● Problem to work on
Quote word for word the lines below, beginning with the first and ending with the one that has "position:relative; flex:1; overflow:hidden". Drop the pictures.

● Recorded information
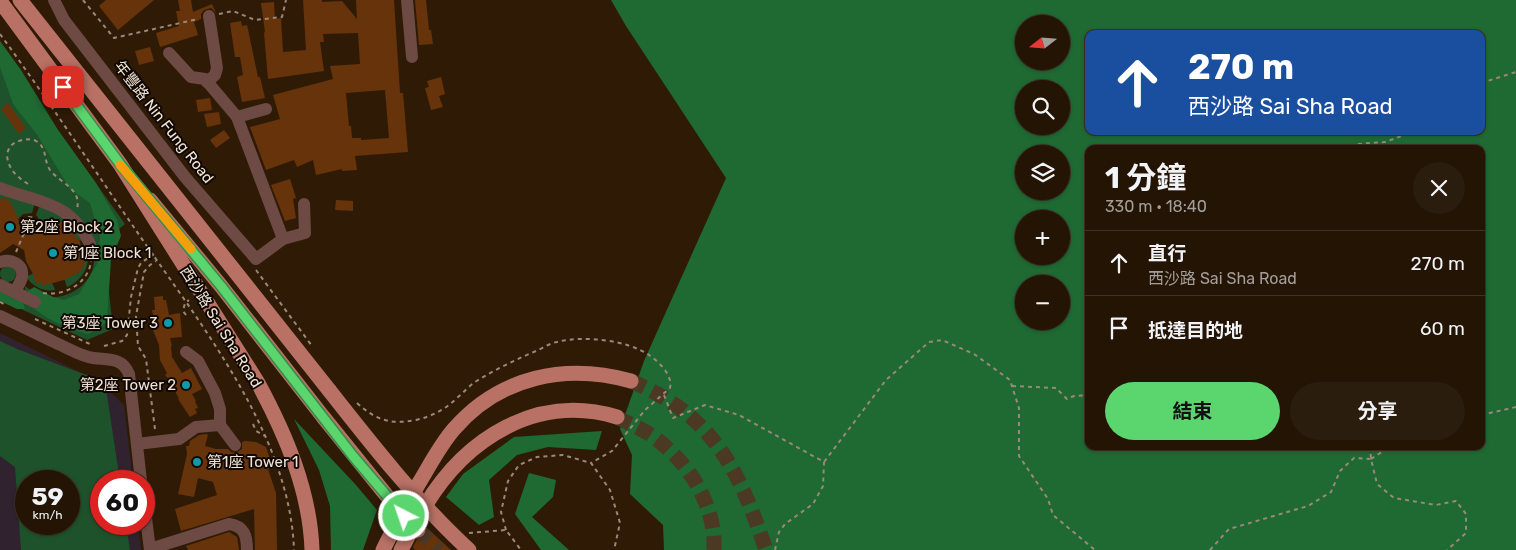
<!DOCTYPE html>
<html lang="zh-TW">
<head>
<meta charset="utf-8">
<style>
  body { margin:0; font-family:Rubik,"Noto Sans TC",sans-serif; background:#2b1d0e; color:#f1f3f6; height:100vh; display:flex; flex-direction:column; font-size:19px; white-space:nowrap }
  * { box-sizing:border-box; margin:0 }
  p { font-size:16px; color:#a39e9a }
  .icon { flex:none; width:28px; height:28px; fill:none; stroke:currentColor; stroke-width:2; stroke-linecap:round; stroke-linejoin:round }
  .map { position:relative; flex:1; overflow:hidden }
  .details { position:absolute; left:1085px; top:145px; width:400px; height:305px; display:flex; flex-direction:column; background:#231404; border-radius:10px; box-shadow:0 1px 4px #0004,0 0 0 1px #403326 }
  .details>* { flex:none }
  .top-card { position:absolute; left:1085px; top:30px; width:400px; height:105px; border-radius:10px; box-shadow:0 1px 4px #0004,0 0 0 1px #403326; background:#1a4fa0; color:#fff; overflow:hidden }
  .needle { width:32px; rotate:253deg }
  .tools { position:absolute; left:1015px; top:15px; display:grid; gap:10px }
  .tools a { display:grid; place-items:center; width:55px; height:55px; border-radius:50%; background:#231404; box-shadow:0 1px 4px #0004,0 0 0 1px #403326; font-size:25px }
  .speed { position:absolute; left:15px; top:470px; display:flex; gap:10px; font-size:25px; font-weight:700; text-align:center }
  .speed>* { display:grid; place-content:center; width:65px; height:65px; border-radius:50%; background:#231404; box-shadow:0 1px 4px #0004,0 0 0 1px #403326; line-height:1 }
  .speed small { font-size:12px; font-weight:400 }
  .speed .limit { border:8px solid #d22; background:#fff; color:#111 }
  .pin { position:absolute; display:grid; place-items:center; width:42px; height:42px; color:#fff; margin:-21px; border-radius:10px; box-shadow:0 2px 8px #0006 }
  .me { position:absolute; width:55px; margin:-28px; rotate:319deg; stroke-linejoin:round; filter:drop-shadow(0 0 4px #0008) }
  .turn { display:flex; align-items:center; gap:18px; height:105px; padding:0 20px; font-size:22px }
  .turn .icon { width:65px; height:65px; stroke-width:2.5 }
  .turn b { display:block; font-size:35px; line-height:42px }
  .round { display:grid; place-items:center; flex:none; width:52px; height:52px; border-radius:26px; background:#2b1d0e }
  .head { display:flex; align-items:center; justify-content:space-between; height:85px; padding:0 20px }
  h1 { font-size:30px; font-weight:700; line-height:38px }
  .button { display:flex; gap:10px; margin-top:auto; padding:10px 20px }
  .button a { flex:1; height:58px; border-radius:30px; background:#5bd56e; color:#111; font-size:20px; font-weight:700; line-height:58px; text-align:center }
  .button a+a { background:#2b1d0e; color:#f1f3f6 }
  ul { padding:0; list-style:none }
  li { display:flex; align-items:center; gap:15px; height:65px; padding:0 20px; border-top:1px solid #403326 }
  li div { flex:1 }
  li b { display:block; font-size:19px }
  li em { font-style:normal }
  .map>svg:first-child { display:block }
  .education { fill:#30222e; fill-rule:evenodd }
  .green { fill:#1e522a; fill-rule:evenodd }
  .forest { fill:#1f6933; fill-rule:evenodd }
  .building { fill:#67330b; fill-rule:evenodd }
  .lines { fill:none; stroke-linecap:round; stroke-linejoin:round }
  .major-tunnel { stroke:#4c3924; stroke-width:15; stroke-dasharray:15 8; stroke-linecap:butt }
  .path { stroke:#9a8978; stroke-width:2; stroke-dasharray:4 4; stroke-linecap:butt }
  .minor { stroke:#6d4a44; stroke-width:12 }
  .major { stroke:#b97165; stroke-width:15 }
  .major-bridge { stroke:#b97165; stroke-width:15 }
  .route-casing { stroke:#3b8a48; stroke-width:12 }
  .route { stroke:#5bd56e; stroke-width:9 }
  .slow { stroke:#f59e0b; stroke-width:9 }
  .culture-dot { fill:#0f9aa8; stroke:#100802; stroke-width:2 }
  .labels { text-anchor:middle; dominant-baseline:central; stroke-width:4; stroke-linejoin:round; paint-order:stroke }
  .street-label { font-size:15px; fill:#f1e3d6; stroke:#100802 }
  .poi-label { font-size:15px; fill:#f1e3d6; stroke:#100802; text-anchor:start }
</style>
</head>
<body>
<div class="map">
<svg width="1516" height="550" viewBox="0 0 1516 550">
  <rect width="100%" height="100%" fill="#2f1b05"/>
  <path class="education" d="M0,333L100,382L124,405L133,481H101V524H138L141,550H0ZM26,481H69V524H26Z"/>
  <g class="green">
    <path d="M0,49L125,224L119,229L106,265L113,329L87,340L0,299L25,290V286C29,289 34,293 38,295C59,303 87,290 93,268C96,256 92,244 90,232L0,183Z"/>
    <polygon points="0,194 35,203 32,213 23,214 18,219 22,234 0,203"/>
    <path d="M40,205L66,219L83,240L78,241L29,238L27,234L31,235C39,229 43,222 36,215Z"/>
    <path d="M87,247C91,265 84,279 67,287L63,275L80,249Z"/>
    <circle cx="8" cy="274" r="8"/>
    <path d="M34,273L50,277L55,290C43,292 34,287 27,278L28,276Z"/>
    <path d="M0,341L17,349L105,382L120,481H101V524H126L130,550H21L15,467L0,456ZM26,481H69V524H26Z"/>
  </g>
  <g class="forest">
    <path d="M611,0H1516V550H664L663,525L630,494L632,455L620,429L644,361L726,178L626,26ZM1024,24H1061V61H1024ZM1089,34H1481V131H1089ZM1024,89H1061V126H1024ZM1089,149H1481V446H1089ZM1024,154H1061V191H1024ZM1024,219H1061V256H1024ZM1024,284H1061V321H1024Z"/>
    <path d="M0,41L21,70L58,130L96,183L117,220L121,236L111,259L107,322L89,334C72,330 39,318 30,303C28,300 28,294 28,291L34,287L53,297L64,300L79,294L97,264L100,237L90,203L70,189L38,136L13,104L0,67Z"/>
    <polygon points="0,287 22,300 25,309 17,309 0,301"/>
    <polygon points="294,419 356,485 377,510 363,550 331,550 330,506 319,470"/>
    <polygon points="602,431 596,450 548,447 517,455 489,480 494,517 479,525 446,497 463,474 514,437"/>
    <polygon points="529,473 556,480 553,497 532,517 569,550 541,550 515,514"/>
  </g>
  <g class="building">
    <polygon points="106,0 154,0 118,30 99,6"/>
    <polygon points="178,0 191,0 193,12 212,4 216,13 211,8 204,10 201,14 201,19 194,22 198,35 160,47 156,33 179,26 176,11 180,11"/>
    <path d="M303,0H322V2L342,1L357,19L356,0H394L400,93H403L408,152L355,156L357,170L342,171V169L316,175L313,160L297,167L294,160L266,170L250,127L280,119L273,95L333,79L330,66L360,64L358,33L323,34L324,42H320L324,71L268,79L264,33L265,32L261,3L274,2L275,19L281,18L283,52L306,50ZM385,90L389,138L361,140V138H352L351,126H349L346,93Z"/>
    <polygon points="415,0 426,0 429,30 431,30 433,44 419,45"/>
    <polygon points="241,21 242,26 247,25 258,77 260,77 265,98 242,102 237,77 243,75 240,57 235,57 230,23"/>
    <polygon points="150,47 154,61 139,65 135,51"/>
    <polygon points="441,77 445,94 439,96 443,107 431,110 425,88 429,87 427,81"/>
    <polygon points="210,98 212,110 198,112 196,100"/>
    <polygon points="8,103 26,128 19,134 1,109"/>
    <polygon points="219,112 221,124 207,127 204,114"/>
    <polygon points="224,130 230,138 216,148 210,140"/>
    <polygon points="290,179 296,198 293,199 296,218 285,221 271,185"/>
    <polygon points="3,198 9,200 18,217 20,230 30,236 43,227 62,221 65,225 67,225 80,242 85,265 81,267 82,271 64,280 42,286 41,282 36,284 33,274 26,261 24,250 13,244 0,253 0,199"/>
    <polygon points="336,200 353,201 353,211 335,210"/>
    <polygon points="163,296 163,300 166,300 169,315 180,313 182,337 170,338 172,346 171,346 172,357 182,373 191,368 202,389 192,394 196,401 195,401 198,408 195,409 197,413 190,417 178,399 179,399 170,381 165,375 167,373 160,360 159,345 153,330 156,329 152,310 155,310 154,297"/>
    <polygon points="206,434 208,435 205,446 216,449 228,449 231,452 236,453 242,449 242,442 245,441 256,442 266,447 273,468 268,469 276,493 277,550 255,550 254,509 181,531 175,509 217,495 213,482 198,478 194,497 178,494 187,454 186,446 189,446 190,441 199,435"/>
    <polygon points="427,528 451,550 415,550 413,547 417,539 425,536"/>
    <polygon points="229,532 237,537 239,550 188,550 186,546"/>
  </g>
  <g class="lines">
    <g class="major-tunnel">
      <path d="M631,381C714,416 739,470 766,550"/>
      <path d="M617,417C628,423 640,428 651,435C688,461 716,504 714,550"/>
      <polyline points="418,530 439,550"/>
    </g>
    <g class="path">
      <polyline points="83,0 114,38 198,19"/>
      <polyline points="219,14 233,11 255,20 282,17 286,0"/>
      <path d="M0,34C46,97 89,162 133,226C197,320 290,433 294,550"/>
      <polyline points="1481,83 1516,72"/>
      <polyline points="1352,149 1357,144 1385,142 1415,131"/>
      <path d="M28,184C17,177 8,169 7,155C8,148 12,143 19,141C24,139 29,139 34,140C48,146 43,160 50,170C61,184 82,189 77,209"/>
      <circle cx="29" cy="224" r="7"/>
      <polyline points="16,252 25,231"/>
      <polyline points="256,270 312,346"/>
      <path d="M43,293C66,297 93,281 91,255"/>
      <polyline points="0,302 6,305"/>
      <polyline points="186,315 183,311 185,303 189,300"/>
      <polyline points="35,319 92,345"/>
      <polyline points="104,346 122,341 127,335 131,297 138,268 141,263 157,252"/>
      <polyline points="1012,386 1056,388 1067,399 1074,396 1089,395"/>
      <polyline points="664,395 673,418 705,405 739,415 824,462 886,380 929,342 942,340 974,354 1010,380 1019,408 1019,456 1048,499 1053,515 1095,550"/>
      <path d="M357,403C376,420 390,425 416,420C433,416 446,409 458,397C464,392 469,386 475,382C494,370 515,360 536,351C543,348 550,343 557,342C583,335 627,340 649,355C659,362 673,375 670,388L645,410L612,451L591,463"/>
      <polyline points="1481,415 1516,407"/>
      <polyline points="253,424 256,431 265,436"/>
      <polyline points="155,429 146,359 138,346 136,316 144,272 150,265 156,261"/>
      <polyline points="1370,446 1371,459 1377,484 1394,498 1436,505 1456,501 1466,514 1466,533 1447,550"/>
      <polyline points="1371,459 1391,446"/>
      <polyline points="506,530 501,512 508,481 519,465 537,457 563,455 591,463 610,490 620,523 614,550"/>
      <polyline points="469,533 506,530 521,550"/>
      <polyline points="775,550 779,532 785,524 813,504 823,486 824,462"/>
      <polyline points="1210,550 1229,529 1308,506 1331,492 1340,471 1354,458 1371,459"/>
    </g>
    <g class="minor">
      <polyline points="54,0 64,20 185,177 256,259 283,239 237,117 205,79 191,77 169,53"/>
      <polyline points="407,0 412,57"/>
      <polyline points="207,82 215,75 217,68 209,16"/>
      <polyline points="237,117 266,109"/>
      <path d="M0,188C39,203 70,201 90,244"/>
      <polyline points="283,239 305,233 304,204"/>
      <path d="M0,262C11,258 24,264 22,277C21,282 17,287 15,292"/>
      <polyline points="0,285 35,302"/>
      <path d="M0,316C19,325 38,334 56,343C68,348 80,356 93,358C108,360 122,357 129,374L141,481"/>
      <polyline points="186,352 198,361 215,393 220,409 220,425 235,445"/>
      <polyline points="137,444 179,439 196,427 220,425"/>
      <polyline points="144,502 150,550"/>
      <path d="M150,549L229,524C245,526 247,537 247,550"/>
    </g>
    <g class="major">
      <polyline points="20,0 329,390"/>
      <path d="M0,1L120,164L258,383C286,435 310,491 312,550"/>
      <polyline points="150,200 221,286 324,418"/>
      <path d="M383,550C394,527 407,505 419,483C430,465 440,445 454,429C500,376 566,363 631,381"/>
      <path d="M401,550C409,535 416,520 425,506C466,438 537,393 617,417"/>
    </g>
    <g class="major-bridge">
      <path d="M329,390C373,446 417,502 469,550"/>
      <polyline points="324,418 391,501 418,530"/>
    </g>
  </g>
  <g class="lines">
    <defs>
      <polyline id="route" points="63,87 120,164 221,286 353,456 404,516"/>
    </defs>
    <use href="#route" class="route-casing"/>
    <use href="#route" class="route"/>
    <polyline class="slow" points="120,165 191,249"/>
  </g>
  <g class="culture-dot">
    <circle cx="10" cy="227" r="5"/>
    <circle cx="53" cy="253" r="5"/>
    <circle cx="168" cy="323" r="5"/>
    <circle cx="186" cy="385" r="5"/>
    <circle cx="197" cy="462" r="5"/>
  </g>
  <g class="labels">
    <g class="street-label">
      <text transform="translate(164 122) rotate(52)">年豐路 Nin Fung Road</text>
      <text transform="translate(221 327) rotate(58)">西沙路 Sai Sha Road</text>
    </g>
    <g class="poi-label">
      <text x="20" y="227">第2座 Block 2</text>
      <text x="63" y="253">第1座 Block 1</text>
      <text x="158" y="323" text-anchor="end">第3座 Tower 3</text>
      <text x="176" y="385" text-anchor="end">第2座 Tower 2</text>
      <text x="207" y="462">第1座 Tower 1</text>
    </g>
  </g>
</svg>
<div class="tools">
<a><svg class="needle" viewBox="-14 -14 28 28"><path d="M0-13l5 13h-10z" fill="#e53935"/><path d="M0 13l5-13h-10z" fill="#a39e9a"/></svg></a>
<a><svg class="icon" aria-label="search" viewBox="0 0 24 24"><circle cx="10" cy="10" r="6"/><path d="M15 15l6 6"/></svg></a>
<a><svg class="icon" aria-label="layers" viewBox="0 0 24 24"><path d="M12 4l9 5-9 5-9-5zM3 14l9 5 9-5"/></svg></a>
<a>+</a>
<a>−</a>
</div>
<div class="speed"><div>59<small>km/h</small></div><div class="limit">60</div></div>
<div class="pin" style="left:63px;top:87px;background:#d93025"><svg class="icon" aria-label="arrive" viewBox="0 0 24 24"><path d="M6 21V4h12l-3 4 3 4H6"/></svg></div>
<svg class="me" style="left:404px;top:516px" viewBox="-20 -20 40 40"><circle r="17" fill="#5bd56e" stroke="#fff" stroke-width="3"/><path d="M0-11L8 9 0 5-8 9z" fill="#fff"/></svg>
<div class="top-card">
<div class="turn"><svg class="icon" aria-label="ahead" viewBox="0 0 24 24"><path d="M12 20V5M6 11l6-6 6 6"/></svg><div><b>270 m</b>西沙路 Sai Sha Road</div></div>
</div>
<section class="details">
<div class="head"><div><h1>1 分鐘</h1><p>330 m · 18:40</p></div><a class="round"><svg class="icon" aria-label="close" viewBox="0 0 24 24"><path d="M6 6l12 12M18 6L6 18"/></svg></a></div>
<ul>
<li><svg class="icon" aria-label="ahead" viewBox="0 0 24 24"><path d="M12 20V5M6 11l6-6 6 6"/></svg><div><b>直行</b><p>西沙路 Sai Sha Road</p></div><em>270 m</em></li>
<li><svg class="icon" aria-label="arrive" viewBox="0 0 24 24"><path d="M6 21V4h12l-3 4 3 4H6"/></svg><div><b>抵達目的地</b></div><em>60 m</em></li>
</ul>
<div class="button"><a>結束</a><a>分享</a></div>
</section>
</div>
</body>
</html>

● Reply
<!DOCTYPE html>
<html lang="zh-TW">
<head>
<meta charset="utf-8">
<style>
  body { margin:0; font-family:Rubik,"Noto Sans TC",sans-serif; background:#2b1d0e; color:#f1f3f6; height:100vh; display:flex; flex-direction:column; font-size:19px; white-space:nowrap }
  * { box-sizing:border-box; margin:0 }
  p { font-size:16px; color:#a39e9a }
  .icon { flex:none; width:28px; height:28px; fill:none; stroke:currentColor; stroke-width:2; stroke-linecap:round; stroke-linejoin:round }
  .map { position:relative; flex:1; overflow:hidden }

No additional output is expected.